The importance of first responders has become increasingly evident a year into the pandemic as hospitals and emergency rooms have remained all-hands-on-deck. Daniel Toycen ’21 is one of the many brave essential first responders tackling this pandemic head on.
The Lawrence University biology major has been working in Milwaukee as an emergency medical technician (EMT) since last March, balancing work with his studies. Toycen, who aspires to be a physician assistant, applied for the role right before the pandemic changed everyone’s lives.
“I was looking to get patient-experience hours for applying to grad school and physician assistant programs,” he said. “I decided on EMT because you are seeing a wide range of patients and arguably seeing them at the most stressful point in their lives. I wanted to be able to develop my bedside manner with them during difficult times.”
While he lives off campus in Appleton, Toycen opted to work in Milwaukee because of the high volume of calls.

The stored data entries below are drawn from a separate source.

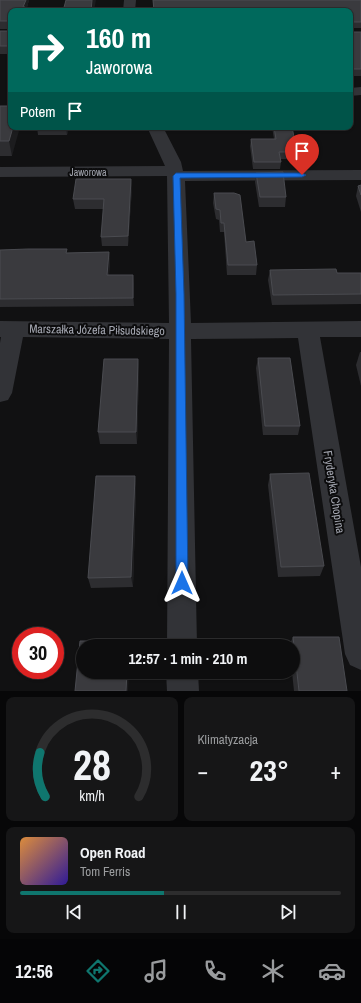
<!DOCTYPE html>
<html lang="pl">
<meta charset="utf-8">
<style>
:root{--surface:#0d0d0e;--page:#161617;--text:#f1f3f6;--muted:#9a9c9e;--line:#2d2d2e;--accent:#0f766e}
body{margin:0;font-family:"Archivo Narrow",sans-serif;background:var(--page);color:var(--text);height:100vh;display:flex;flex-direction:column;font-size:15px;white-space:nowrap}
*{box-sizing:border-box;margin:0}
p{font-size:13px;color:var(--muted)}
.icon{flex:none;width:22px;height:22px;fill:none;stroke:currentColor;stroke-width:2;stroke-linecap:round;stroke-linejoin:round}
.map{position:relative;height:691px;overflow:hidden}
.details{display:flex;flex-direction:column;gap:6px;padding:6px;background:#070708;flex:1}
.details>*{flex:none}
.top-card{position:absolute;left:8px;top:8px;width:345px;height:122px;border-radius:8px;box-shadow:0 1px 3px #0004,0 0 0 1px var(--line);background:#00695c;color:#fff;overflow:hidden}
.speed{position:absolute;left:12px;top:627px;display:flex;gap:8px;font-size:20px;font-weight:700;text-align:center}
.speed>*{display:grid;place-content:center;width:52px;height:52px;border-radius:50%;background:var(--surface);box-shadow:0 1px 3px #0004,0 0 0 1px var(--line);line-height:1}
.speed .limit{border:6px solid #d22;background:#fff;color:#111}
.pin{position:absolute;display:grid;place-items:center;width:34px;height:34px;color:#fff;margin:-41px -17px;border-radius:50% 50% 50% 0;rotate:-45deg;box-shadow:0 0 4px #0007}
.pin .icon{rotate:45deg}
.me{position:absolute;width:44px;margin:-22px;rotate:0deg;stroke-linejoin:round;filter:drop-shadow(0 0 3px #0008)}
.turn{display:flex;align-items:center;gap:14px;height:84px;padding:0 12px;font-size:18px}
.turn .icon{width:52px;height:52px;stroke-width:2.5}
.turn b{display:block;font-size:28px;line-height:34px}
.then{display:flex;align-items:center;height:38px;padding:0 12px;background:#0003;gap:8px;font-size:15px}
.big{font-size:30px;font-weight:700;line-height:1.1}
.details .widget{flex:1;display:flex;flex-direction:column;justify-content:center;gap:6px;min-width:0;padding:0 14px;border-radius:8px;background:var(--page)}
.details .dial{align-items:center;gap:0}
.dial svg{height:104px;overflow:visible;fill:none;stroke:var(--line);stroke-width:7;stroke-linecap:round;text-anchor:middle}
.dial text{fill:var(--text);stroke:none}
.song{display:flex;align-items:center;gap:12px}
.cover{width:48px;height:48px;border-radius:6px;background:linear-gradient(135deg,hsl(30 70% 55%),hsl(250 70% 35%))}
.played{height:4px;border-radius:2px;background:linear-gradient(90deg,var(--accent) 45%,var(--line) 45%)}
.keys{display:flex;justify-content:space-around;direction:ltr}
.heat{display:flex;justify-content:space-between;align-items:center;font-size:22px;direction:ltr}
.details .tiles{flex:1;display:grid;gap:6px;grid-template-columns:1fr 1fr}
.widget:last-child{grid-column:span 2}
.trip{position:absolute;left:76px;top:639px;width:224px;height:40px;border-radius:20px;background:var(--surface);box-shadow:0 1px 3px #0004,0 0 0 1px var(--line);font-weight:700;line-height:40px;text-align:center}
.dock{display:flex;height:64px;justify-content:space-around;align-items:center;background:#050506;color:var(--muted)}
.dock .icon{width:28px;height:28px}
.dock .selected{color:var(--accent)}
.dock b{font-size:18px;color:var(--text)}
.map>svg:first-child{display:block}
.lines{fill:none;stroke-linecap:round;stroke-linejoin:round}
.street{fill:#323337;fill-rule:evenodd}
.wall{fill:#2d2d30}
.shaded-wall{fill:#1c1c1e}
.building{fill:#3a3a3e;stroke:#4a4b50}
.route{fill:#1a73e8;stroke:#114b97}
.labels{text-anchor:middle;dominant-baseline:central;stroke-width:4;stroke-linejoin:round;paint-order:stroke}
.far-street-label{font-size:10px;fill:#a4a7b1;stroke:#0c0c0d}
.street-label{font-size:12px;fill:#a4a7b1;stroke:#0c0c0d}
</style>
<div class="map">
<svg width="361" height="691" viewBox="0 0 361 691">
<rect width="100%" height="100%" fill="#111112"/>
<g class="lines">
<g class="street">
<polygon points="124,0 136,0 135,11 123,11"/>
<polygon points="361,87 361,95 350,96 350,88"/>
<polygon points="147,127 163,127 181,162 183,171 361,170 361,180 185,181 191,323 361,321 361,337 320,337 361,567 361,670 350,665 345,654 298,338 191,339 197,646 167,646 169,339 23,337 12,393 8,400 0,402 0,343 1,337 0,337 0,321 169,323 167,176 0,177 0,167 165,166"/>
<polygon points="166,672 198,672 199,691 167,691"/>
</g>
</g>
<g class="wall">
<polygon points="0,0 29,0 26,11 11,11 11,54 0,54 0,31 11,31 11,29 0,29"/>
<polygon points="153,0 361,0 361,28 350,28 350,32 361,32 361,76 350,76 350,11 154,11"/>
<polygon points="0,106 11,106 12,156 0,156"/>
<polygon points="37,127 69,127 67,135 38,135"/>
<polygon points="272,127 292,127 297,152 296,159 280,159 281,162 280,169 253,169 250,146 251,139 274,139"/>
<polygon points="256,173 286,197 285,207 259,207 255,182"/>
<polygon points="131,179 132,188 128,246 102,246 101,237 104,209 75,209 73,199"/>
<polygon points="361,185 361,212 356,196 358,186"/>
<polygon points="214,193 246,242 257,265 256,275 227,275 224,232 220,232 219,220 216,219 213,203"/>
<polygon points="0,250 67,253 109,252 110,261 109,275 134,283 134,306 0,307"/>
<polygon points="270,270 337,273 361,273 361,304 272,305 268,280"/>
<polygon points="360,352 361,352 361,386 356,365"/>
<polygon points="258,358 300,426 298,435 263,435 256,368"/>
<polygon points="138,359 139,371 137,444 100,444 98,432"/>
<polygon points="270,474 324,566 320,576 278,577 268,485"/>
<polygon points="135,476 136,488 133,587 91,588 88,578"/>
<polygon points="293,637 347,691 294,691 292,672 293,672 293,646 289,646"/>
</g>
<g class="shaded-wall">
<polygon points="26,0 29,0 26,11 24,11 23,7"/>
<polygon points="92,0 96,0 94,11 91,11"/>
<polygon points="13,127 20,127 12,156 9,141"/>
<polygon points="66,127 69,127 67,135"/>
<polygon points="131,179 132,188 128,246 128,236"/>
<polygon points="109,252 110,261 108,283 107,275"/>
<polygon points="133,275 134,283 134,306 133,298"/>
<polygon points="138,359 139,371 137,444 136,432"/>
<polygon points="135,476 136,488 133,587 131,577"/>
<polygon points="127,672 129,672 128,691 126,691"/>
</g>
<g class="building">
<polygon points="0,0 26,0 23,7 25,7 24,11 11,11 11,44 10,46 0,46 0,31 11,31 11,21 0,21"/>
<polygon points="66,0 92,0 91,11 63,11"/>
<polygon points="153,0 361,0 361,22 350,22 350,32 361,32 361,69 350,69 350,11 154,11"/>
<polygon points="0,106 11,106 11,127 13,127 9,141 0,141"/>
<polygon points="274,127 292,127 297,152 279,152 281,162 254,162 251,139 276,139"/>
<polygon points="283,172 286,197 260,197 256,173"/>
<polygon points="76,179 131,179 128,236 101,237 104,199 73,199"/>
<polygon points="361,185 361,195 358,186"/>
<polygon points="214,193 234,193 240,195 246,242 254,241 257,265 228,265 224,223 221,223 220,210 216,209"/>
<polygon points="28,249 67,249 66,253 109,252 107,275 133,275 133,298 0,299 0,250"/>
<polygon points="336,269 337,273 361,273 361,294 273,295 270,270"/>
<polygon points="258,358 290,358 300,426 265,426"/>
<polygon points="104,359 138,359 136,432 98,432"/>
<polygon points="309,473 324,566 281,567 270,474"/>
<polygon points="96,476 135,476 131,577 88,578"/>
<polygon points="293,637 339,637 347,691 299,691"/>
<polygon points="80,641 128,641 128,646 83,646 83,672 127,672 126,691 75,691"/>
</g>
<polygon class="route" points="176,173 302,173 306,175 302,177 180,178 184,294 188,583 186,587 182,589 177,587 176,583 176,294 173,176"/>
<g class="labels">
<g class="far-street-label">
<text x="88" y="172">Jaworowa</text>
</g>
<g class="street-label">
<text transform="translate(97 330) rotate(1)">Marszałka Józefa Piłsudskiego</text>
<text transform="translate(334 492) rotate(81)">Fryderyka Chopina</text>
</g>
</g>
</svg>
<div class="speed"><div class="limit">30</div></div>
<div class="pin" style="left:302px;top:175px;background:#d93025"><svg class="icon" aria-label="arrive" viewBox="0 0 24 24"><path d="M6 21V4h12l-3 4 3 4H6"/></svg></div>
<svg class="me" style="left:182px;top:583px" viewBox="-20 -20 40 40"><path d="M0-17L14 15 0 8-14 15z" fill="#1a73e8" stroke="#fff" stroke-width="4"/></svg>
<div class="trip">12:57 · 1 min · 210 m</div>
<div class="top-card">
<div class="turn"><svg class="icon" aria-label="right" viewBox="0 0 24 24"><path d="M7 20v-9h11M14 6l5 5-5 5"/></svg><div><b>160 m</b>Jaworowa</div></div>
<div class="then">Potem<svg class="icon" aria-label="arrive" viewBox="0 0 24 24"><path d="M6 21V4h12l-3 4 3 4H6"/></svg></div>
</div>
</div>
<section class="details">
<div class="tiles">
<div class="widget dial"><svg viewBox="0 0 100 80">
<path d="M14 69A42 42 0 1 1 86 69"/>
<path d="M14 69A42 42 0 0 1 10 35" stroke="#0f766e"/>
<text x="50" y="56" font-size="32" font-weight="700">28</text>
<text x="50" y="72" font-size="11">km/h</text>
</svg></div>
<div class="widget"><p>Klimatyzacja</p>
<div class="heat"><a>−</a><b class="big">23°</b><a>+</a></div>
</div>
<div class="widget">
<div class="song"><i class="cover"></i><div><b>Open Road</b><p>Tom Ferris</p></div></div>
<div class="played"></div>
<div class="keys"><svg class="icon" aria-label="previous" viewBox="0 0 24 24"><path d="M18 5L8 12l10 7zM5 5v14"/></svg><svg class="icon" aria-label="pause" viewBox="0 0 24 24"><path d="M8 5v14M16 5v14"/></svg><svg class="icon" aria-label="next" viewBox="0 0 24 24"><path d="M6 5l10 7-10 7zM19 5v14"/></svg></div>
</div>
</div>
</section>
<nav class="dock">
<b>12:56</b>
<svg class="icon selected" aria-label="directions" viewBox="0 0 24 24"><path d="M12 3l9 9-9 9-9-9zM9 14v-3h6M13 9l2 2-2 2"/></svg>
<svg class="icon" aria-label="music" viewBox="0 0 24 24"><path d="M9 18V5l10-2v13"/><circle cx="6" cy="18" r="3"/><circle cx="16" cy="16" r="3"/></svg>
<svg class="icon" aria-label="phone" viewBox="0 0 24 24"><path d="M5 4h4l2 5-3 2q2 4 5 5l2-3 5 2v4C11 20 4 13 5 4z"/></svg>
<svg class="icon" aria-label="climate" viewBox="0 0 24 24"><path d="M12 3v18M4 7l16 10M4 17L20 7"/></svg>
<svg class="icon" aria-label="car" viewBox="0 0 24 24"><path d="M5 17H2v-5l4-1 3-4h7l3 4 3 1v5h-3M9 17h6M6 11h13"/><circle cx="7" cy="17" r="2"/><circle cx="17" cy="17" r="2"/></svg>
</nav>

“I also wanted to see the bigger hospitals in the area and how those hospitals work,” he said. “And I wanted to work with a more diverse patient pool.”
When COVID-19 was declared a global pandemic last March, Toycen, then a junior, knew hospitals were going to need more help. He started working as an EMT before COVID took a major a toll on Wisconsin hospitals, giving him a glimpse of EMT life “pre-pandemic,” he said.
“A typical shift, you get there early to talk to the crew that is getting off shift,” Toycen said. “Then we check over the ambulance to make sure we have all of our supplies and the ambulance is working — all the lights are working, checking tires, things like that. Right after that we are put in service and are able to receive calls.”
Important classroom lessons
To qualify to be an EMT, Toycen took an accelerated course at Fox Valley Technical College.
Toycen said he is particularly grateful for the skills he has learned in the classroom at Lawrence, as he finds himself tapping into those skills at work. In addition to his major in biology, he is pursuing a minor in biomedical ethics.
“My medical ethics courses and medical anthropology have both helped me be able to have knowledge on people’s backgrounds,” Toycen said. “[They taught me] how culture and health care intersect, and, being mindful of that, I am able to provide better care to the patients I do have. When I am out there in the field, I think back to lessons or discussions we had in class and I’m like, ‘Woah, this really applies here’.”
When the pressure is on
Toycen has been on the call for some very high-pressure emergencies.
“I was on a 16-hour shift and it was getting kind of late in our shift, and nothing exciting happened up until that point,” Toycen said. “Then we get a call, and we have no idea what we’re going for; it just says ‘assault in progress’. And then we get there, and the patient was stabbed four times in the back and obviously it was very serious. Right after we got done with that call, finished the report, this was probably at 4:30 in the morning, we get a call for a pedestrian that was hit by a car and the car was going like 50 miles an hour; so another call back-to-back at the end of a 16-hour shift super early in the morning.”
Toycen said his work as an EMT has reassured his path in the medical profession and he has even used his work as an EMT in his senior capstone project. Next up for Toycen is applying to physician assistant programs.
Even though being an EMT is a high-pressure job, Toycen has not let it consume him. He continues to complete his course work at Lawrence remotely and plays on Lawrence’s men’s hockey team, all while maintaining health and safety protocols in the pandemic.